Wednesday, May 24, 2006

May 24th, 2006 -- Google Summer of Code!

My proposal of "Pugs Self-hosting Bootstrap From Perl 5 and Rules" was accepted by google summer of code. There are five projects accepted from The Perl Foundation.

My proposal is listed
Shu-Chun Weng

Contact information
email: (hidden)
IRC: freenode.net #perl6 with id "scw"
Blog: http://YAPHB.blogspot.com

Perl 6 Self-hosting Bootstrap From Perl 5 and Rules

Synopsis
This is a subproject of Pugs (http://pugscode.org). One of the goals
of Pugs is to give an implementation of Perl 6 and help it
bootstraping. A new bootstrap plan has been proposed shortly. It
takes four steps and I propose to complete the first two steps in
this subproject. It consists of two new perl 5 modules. One
translates a very restrictive subset of Perl 6, MiniPerl6, to Haskell
and the another translates the Perl 6 Rule in to Parsec (a Haskell
parsing module) parsing code.

This is the easiest way to bootstrap we currently found. Bootstrap
from pure Perl 5 has been proven unbelievable hard due to the lack of
good parsing components. Pugs itself is written in Haskell because of
the Parsec module. It makes the parsing easier but still the parser
has grown too large to debug and maintain. Since the Perl 6 Rule has
been discussed for a long time and became stable and powerful enough,
the Perl 6 seems better be parsed by Perl 6 Rule itself.
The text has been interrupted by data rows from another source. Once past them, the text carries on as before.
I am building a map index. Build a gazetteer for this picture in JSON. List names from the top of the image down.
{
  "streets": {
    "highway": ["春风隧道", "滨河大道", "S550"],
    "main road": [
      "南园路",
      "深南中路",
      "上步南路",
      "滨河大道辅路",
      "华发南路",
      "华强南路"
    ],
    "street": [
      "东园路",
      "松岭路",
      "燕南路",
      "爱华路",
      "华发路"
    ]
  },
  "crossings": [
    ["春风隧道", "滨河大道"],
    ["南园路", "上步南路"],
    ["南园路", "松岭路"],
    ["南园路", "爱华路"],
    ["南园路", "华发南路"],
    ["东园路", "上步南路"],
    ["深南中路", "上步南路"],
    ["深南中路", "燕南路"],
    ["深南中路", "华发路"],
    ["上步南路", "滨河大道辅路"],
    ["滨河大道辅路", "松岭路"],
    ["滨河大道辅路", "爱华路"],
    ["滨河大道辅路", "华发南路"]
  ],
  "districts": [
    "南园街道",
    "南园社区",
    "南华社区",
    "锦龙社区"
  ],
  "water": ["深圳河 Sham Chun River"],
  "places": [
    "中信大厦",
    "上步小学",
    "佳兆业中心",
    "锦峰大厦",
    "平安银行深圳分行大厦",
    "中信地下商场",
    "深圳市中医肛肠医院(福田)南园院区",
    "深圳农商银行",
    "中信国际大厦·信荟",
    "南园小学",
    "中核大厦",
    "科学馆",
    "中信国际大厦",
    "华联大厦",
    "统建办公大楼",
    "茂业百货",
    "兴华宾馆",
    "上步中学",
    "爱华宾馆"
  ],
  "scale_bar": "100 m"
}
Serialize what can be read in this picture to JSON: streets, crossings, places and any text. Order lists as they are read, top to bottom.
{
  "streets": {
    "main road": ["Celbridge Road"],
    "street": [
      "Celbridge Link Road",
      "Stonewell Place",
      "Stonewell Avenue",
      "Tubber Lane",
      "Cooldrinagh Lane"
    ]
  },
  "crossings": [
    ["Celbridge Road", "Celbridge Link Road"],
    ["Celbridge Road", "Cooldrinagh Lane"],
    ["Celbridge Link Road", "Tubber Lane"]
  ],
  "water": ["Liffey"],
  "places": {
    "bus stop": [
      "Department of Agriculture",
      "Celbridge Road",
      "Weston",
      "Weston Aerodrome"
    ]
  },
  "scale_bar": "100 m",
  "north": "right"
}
Another feature of this project is that there is no "mixed" components
in the whole process. Bootstrap plans often consist of some parts
mixing two languages to get over the language gap before the target
can be used. But we carefully designed the plan and languages to be
used making that every components are written in a pure Perl 5 or Perl
6. This make the project reusable.

Deliverables
Module Pugs::Grammar::MiniPerl6
This module includes a Perl 6 Rule file and a Perl 5 script
translates the rule into Perl 5 parser module with the help of
Pugs::Compiler::Rule.

Module Pugs::Emitter::Rule::Parsec
This is the module used in the second step of bootstrap. It emits
Haskell code from the AST producted by Pugs::Compiler::Rule.

Module Pugs::Compiler::Rule
This is an existing module mainly written by Flavio S. Glock
(FGLOCK). Since it's heavily used is the above two modules and is
not completed, I may spend some time improving it to support more
Perl 6 Rule syntax.

Project Details
The new bootstrap plan is: (original in http://svn.openfoundry.org/pugs/misc/pX/Common/Pugs-Grammar-MiniPerl6/README)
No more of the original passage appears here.